---- Extracted entries

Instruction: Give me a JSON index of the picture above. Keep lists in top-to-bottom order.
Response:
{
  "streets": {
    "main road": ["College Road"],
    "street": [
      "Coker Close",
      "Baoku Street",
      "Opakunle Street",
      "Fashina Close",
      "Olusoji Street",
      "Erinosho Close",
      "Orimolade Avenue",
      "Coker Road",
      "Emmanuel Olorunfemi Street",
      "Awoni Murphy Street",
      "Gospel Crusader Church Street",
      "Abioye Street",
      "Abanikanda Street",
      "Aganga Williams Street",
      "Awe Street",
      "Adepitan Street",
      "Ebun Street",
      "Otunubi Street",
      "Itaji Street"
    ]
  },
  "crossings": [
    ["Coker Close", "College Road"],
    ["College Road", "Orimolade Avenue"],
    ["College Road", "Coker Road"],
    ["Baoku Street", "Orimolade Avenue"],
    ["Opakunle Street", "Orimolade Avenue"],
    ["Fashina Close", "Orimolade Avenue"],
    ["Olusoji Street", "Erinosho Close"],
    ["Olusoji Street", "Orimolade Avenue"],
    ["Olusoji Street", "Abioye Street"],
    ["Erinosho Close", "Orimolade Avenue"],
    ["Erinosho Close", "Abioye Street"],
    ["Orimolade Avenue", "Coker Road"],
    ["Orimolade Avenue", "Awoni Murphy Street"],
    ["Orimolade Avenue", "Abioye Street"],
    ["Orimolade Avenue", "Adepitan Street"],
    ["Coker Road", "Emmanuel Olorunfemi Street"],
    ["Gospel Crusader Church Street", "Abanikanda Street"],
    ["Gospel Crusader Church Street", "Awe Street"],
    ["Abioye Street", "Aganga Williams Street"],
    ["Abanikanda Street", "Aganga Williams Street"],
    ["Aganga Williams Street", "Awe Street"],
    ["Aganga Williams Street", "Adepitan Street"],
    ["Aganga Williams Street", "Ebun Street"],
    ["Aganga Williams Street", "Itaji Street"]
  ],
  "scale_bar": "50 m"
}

--------
---- Extracted entries

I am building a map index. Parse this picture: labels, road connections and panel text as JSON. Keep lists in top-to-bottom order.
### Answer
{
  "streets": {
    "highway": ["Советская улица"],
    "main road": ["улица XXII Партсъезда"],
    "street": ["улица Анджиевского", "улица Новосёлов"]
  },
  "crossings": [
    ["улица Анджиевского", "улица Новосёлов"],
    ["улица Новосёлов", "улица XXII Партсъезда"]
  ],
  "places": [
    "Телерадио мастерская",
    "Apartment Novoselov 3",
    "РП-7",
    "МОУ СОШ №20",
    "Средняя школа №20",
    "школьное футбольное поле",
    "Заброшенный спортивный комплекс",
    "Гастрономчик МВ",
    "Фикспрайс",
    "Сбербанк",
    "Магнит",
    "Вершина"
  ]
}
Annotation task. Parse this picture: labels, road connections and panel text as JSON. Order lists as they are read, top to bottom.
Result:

--------

Exercise
Please give a count of the lines in the records where the word "text" occurs, with nothing besides it.

Result of this exercise
2